Serialize all `pyarrow` extension arrays efficiently #9740

jrbourbeau · 2022-12-09T22:38:07Z

This PR swaps out our custom logic for pickleing arrow-backed extension arrays with the implementation in the upcoming pandas=2 release (xref pandas-dev/pandas#49078). As discussed in #9613, the new implementation is much more straightforward, while being roughly as performant. It also applies to all ArrowExtensionArrays, not just ArrowStringArray.

I'll want to run the changes here against the notebook Ian provided in #9613 to make sure the performance benchmarks still hold, but the changes here should be ready for review.

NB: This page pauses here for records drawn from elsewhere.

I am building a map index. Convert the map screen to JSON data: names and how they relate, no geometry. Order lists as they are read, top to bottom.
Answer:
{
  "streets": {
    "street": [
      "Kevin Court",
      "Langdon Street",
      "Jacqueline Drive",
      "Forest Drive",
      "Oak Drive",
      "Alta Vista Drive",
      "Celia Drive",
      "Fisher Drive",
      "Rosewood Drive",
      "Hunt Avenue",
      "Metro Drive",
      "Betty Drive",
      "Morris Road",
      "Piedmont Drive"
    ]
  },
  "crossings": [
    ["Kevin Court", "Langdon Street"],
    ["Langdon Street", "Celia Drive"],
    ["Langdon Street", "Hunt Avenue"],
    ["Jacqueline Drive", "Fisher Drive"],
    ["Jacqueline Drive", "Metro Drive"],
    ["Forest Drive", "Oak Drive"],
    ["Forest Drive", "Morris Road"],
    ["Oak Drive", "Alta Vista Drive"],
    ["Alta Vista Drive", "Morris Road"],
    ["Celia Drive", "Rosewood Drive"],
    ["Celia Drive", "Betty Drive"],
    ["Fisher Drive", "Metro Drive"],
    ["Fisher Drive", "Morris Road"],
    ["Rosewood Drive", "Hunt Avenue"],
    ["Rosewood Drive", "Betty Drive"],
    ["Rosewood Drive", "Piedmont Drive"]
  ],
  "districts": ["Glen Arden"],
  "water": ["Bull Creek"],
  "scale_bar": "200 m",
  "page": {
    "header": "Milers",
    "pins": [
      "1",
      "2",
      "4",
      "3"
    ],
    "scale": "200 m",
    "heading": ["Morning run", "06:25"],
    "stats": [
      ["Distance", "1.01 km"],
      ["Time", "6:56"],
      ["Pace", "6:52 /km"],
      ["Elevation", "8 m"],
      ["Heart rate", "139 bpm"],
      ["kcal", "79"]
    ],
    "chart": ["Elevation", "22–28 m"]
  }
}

cc @mroeschke for visibility

Closes #9613

mroeschke · 2022-12-12T19:35:38Z

dask/dataframe/_pyarrow_compat.py

+def rebuild_arrowextensionarray(chunks):
+    array = pa.chunked_array(chunks)
+    if PANDAS_GT_150:
+        return pd.arrays.ArrowExtensionArray(array)

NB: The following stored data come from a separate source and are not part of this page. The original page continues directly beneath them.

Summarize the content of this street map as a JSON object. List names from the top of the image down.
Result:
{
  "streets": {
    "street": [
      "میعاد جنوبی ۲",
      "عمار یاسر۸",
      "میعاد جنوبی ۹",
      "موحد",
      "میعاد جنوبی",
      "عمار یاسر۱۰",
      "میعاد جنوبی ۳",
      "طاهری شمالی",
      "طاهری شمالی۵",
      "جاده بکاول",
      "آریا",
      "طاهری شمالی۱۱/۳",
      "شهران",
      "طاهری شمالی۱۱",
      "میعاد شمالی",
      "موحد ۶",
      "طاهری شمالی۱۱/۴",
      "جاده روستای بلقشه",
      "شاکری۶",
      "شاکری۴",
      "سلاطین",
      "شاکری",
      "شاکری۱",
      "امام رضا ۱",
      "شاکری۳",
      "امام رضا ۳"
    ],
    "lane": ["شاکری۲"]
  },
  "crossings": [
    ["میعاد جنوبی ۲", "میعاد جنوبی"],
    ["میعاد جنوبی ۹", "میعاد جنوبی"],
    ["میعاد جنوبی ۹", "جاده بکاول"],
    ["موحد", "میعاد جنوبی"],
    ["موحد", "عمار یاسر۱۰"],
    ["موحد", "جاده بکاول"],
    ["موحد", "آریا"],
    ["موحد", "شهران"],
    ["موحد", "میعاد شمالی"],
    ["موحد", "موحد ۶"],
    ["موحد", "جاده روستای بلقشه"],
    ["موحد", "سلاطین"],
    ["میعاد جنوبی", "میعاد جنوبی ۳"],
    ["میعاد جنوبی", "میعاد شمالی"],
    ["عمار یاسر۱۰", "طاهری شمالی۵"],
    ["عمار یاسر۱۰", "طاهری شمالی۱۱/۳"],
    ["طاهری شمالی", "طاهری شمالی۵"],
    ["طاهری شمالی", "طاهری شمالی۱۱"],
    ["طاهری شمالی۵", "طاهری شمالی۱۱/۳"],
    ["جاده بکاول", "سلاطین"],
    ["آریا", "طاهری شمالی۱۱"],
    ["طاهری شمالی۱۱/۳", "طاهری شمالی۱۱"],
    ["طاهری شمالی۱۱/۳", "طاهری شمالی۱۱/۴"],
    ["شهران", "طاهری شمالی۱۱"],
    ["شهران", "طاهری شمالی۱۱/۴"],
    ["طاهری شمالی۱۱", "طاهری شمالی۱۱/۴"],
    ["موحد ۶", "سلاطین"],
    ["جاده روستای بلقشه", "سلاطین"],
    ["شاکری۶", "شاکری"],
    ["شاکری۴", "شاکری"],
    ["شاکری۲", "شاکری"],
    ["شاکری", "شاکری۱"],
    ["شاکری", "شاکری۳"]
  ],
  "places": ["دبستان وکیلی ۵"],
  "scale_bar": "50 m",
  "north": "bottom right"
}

For maximal backwards compat, if the data was pyarrow string I think it will be necessary to know if it was pd.StringDtype("pyarrow") vs pd.ArrowDtype. Because then the former should be constructed using ArrowStringArray while the later constructed via ArrowExtensionArray

Thanks for taking a look @mroeschke. Is the reasoning for this due to the more-feature complete pyarrow back string implementation we talked about earlier in pandas-dev/pandas#50074 (comment)? Or something else?

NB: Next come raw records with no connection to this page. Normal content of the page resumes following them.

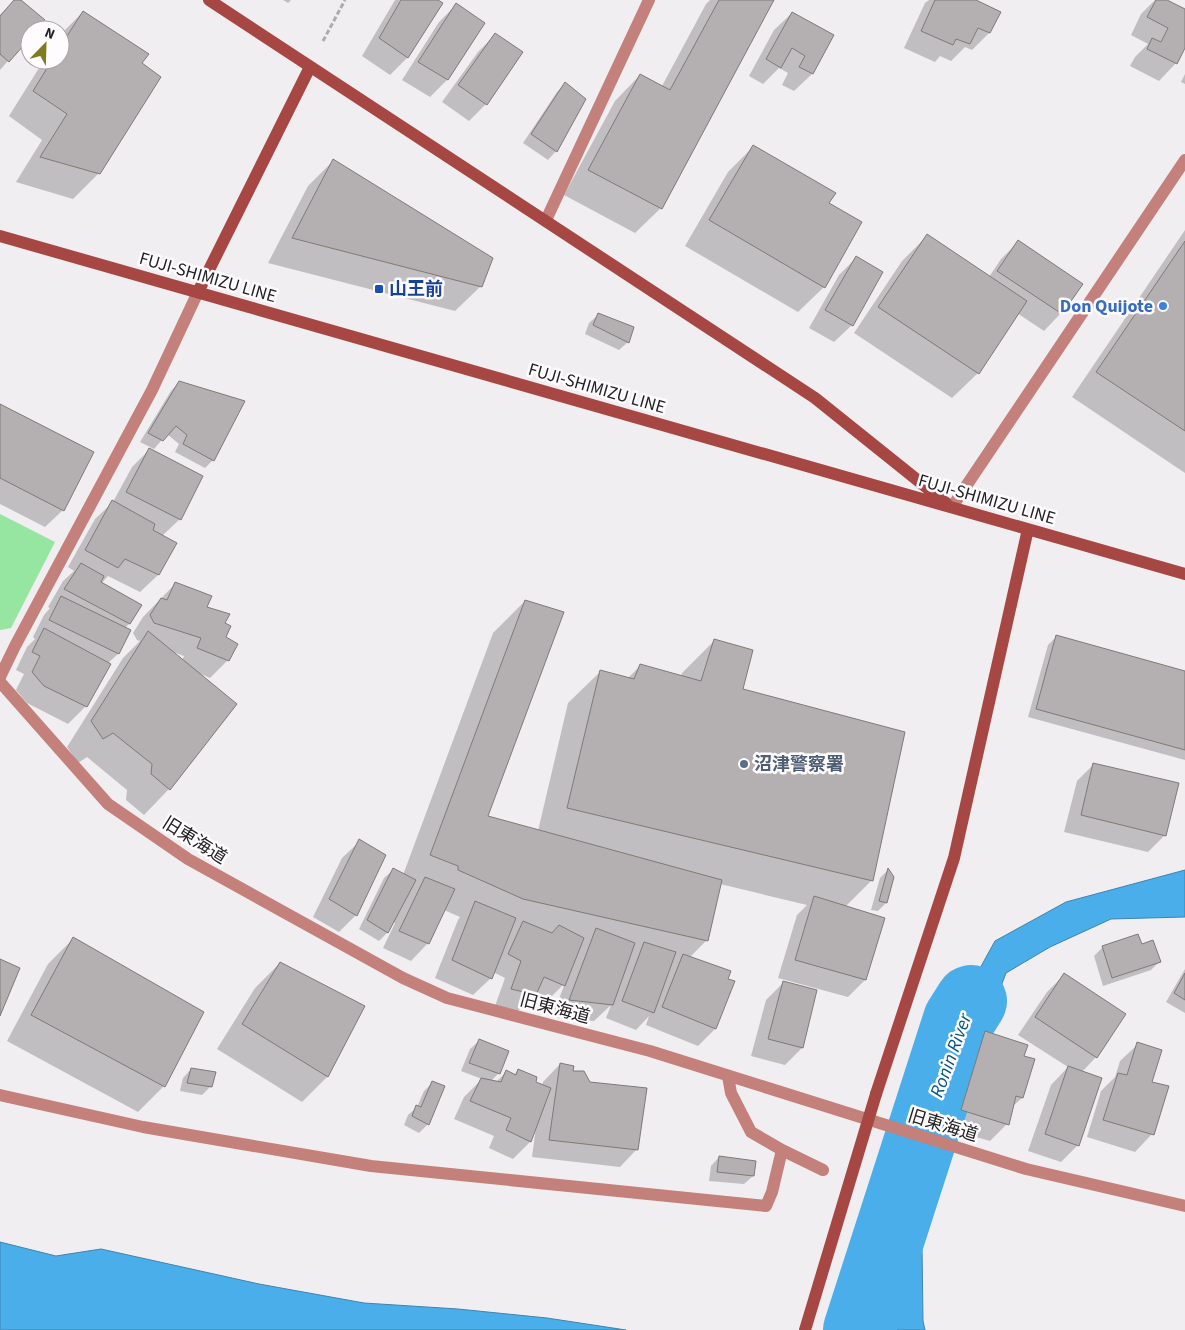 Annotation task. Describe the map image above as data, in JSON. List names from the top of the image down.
{
  "streets": {
    "street": ["FUJI-SHIMIZU LINE", "旧東海道"]
  },
  "water": ["Ronin River"],
  "places": {
    "transit": ["山王前"],
    "other": ["Don Quijote", "沼津警察署"]
  },
  "north": "top right"
}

Yeah exactly. If in 2.0 ArrowExtensionArray has feature parity with ArrowStringArray, I suppose you could always use ArrowExtensionArray since this is all internal dask serialization and not externally pickle per se?

Thought about this more and decided to just return whatever the original type is. Given that we're patching pickle, I think it makes sense to always have the same input / output type. I think this is consistent with your previous comment, but wanted to highlight just in case

jrbourbeau

Okay, after testing the implementation here against the notebook Ian put together (https://gist.github.com/ian-r-rose/41d5199412154faf1eff5a2df2e8b94e) I uncovered some issues that have been resolved in the latest commit. Leaving a couple of comments to highlight what was wrong and what changed.

jrbourbeau · 2022-12-13T21:50:24Z

dask/dataframe/_pyarrow_compat.py

+        for type_ in [pd.arrays.ArrowExtensionArray, pd.arrays.ArrowStringArray]:
+            copyreg.dispatch_table[type_] = reduce_arrowextensionarray


When, available, we need to make sure to register copyreg entries for both pd.arrays.ArrowExtensionArray and pd.arrays.ArrowStringArray. This way, both pyarrow string implementation in pandas will pick up the serialization fixes here. I've added a test which makes sure we handle both pd.StringDtype("pyarrow") and pd.ArrowDtype(pa.string()) cases.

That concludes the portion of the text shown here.